REQUIRED ACTION: Only the number should be given: how many lines below contain "Hair".

#### ENTRIES SHOWN

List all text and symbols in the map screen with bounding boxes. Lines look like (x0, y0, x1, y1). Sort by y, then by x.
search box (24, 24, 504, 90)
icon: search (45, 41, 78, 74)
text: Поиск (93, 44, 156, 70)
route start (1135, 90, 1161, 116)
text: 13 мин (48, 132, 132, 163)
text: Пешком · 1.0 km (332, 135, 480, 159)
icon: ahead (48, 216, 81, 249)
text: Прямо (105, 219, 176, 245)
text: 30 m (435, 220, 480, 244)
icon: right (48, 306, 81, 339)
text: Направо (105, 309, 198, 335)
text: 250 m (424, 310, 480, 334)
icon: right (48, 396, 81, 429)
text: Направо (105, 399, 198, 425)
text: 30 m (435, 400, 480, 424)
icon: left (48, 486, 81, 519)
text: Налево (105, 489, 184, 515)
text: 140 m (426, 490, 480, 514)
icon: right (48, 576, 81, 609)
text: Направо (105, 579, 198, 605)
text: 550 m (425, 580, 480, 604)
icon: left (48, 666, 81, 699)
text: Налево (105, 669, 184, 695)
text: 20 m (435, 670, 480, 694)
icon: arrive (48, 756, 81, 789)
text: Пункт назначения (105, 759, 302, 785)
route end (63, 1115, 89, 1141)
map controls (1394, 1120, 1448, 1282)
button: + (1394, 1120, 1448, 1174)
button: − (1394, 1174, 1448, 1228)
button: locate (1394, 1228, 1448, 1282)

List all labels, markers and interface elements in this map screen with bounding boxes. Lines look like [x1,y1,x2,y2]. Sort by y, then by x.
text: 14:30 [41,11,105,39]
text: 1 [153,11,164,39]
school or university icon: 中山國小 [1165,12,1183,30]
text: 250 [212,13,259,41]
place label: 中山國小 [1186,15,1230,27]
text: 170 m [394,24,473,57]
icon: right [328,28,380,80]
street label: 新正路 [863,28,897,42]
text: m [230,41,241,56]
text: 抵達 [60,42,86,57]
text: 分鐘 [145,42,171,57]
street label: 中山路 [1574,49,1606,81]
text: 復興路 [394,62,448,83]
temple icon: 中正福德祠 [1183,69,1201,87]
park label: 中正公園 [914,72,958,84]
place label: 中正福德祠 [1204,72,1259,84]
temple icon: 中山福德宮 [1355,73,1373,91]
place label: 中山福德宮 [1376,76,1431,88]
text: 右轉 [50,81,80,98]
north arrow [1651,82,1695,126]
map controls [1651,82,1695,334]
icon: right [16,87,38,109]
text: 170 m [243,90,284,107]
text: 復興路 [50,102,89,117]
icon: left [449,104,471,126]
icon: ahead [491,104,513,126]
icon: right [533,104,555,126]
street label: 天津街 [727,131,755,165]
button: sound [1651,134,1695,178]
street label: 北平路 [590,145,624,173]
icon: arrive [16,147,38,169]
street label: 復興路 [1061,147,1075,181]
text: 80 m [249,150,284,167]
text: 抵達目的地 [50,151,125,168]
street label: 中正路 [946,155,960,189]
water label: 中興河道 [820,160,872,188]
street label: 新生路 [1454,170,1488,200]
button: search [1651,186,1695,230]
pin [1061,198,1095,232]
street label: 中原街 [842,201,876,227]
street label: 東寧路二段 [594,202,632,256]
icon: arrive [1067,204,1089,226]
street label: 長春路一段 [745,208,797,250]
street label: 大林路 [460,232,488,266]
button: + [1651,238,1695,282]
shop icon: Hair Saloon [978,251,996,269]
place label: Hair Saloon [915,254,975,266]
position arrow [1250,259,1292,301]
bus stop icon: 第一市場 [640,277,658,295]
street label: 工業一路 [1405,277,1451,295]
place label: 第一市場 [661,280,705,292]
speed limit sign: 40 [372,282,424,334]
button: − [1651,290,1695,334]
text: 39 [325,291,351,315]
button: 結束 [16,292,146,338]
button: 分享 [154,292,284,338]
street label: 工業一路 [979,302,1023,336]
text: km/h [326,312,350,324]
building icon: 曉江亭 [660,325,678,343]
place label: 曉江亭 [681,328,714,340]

########

RESULT BELOW: 2